Fix failed coverage in if then else with return statements #8001

esteffin · 2023-11-07T16:27:51Z

Avoid adding useless goto blocks in if statements with return statements.

When the parsed AST is transformed in GOTO language the if statements are translated in: if (!c) goto else; then_branch; goto endif; else: else_branch; endif: nop and if (!c) goto endif; then_branch; endif: nop.

This PR avoids to add the goto endif command and the endif label if the then_branch already ends with a return or a goto statement.

Each commit message has a non-empty body, explaining why the change was made.
Methods or procedures I have added are documented, following the guidelines provided in CODING_STANDARD.md.
The feature or user visible behaviour I have added or modified has been documented in the User Guide in doc/cprover-manual/
Regression or unit tests are included, or existing tests cover the modified code (in this case I have detailed which ones those are in the commit message).
My commit message includes data points confirming performance improvements (if claimed).
My PR is restricted to a single feature or bugfix.
White-space or formatting changes outside the feature-related changed lines are in commits of their own.

When the parsed AST is transformed in GOTO language the if conditions are translated in: `if (!c) goto else; then_branch; goto endif; else: else_branch; endif: nop` and `if (!c) goto endif; then_branch; endif: nop`. This commit avoids to add the `goto endif` command and the `endif` label if the `then_branch` ends with a `return` or a `goto` statement. The benefit is that the `--cover location` command returns a more precise result as unreachable code blocks that are added by CBMC's frontend are not marked as unreachable.
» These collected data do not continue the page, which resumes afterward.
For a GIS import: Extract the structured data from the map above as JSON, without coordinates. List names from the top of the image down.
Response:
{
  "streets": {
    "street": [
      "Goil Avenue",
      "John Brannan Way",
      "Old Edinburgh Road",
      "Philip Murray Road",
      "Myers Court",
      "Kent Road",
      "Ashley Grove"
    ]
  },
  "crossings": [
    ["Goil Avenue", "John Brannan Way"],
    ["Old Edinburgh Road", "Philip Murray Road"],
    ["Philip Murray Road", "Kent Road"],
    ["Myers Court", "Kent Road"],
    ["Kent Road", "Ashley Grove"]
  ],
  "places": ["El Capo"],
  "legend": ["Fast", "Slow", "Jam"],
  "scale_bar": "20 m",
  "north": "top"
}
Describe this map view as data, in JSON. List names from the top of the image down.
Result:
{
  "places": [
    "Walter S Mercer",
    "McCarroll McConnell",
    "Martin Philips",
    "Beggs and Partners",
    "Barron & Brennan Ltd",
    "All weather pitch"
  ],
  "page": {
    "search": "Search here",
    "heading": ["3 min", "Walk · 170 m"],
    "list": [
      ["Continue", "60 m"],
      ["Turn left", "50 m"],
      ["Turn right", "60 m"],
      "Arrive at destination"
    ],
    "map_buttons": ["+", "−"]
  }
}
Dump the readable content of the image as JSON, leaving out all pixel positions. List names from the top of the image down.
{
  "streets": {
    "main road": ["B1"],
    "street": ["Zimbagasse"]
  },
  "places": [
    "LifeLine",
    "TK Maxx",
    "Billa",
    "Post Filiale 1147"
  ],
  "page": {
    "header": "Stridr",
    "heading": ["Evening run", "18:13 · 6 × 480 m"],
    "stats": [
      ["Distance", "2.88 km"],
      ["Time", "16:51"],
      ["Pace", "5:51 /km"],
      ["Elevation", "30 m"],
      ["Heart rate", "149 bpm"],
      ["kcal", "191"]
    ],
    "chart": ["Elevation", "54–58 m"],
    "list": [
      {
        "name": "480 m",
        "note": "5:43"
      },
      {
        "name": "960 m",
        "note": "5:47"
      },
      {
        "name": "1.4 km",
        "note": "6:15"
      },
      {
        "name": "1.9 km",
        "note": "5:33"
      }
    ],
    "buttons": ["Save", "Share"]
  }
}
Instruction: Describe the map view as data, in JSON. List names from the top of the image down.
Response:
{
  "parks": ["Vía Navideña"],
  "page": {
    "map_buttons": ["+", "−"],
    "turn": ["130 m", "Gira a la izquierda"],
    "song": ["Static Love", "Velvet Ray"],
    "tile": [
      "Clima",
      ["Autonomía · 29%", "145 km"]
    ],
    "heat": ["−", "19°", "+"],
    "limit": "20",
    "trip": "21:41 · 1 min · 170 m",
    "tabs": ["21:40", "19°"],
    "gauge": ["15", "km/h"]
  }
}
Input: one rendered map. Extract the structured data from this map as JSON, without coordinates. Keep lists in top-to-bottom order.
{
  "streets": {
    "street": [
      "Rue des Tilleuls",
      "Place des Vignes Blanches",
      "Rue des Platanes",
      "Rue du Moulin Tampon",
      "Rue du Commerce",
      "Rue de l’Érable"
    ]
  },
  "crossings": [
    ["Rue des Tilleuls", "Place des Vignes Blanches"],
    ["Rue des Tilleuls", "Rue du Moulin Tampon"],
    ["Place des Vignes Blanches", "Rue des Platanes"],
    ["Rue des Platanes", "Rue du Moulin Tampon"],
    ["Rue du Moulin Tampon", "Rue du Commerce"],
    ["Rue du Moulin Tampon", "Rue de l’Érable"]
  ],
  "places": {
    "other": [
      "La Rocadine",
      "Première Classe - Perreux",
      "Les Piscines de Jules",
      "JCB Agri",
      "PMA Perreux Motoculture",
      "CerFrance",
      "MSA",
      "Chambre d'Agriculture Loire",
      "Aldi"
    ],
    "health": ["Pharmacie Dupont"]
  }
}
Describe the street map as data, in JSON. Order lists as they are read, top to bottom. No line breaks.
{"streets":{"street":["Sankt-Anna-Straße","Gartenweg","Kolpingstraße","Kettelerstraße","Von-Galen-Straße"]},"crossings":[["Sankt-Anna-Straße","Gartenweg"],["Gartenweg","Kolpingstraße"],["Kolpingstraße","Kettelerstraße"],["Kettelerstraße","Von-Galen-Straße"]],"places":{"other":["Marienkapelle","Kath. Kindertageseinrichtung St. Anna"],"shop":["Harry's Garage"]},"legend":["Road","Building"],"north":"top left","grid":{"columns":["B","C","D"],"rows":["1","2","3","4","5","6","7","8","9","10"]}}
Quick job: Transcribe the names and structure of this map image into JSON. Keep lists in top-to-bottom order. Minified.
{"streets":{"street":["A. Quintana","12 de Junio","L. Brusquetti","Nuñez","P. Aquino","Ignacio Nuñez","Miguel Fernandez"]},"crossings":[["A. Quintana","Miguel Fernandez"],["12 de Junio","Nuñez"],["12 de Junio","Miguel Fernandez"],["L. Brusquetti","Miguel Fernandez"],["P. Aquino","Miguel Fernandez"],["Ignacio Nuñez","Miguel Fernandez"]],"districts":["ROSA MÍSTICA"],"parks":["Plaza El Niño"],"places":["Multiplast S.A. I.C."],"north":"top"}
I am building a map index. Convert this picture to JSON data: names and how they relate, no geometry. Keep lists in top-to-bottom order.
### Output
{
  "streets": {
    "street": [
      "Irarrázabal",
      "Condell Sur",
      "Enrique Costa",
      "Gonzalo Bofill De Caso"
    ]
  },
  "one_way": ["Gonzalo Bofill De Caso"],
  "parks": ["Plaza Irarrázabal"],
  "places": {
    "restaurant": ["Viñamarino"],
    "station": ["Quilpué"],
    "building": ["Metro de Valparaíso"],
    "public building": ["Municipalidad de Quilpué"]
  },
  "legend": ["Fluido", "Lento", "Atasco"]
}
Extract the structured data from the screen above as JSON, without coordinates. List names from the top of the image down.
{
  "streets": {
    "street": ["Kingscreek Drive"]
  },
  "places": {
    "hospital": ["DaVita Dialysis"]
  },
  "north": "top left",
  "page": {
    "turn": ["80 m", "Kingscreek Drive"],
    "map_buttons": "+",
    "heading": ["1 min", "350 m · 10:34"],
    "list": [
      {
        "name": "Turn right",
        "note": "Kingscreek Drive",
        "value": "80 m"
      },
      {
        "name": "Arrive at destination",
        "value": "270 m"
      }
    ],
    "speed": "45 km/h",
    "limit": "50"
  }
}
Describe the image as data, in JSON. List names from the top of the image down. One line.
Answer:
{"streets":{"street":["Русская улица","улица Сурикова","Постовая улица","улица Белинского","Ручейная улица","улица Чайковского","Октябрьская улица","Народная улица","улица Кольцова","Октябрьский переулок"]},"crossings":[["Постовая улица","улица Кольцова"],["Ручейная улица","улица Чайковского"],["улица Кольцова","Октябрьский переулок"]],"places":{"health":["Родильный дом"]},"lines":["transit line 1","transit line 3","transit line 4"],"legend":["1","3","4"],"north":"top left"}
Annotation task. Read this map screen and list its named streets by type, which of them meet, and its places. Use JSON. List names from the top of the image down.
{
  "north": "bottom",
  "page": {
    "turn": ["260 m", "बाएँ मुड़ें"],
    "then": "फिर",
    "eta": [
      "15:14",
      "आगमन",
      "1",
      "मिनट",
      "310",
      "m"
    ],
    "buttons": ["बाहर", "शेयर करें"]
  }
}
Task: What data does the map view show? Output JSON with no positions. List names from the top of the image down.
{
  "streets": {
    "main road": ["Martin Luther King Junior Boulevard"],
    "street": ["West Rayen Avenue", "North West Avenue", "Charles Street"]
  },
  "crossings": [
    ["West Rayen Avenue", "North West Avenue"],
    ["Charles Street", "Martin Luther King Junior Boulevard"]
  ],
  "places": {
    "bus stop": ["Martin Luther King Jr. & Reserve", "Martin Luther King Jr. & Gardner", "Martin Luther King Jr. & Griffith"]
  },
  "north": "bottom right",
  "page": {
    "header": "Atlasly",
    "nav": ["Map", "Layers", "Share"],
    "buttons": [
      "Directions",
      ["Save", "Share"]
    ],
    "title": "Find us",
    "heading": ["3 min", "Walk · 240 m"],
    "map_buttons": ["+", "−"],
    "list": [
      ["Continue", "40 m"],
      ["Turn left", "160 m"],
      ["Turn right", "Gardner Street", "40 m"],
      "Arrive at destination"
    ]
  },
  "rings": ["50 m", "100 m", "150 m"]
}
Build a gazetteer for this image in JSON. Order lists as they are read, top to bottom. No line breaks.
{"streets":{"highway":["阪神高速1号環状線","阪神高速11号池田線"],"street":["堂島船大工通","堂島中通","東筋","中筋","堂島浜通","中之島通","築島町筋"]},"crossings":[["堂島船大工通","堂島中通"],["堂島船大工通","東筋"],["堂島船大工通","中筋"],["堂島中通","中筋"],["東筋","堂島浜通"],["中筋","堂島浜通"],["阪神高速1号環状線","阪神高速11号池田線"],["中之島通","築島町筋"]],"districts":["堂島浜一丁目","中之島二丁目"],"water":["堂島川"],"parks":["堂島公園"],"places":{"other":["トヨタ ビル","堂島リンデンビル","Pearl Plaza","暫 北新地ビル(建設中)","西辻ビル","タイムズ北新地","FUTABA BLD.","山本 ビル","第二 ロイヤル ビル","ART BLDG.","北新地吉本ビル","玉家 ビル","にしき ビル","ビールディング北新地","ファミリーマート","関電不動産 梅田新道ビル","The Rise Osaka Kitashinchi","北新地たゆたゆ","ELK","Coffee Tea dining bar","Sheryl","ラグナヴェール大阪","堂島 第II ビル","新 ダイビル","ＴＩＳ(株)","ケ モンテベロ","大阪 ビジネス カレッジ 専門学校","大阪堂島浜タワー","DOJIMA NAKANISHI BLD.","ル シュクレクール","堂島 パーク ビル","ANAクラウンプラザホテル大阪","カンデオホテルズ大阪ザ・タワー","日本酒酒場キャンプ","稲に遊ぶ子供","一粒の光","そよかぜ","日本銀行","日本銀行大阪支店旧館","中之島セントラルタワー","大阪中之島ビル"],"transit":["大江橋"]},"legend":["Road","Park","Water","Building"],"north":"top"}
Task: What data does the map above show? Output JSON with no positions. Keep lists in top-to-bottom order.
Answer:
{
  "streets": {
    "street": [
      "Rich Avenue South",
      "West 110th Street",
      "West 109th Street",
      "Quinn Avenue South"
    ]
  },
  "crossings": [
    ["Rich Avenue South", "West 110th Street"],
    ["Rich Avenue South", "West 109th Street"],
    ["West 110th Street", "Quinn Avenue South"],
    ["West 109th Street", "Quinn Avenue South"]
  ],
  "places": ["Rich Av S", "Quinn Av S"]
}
This commit fixes the regression tests failing because of the optimization to the way `if` statements are translated to GOTO. Specifically it fixes - the expected result of `--cover location` in 2 `cbmc-cover` regression tests - the index of blocks in 3 regression tests from `cbmc` and `cprover`.

codecov · 2023-11-07T17:32:30Z

Codecov Report

All modified and coverable lines are covered by tests ✅

Comparison is base (9238a38) 77.75% compared to head (701bf9c) 77.92%.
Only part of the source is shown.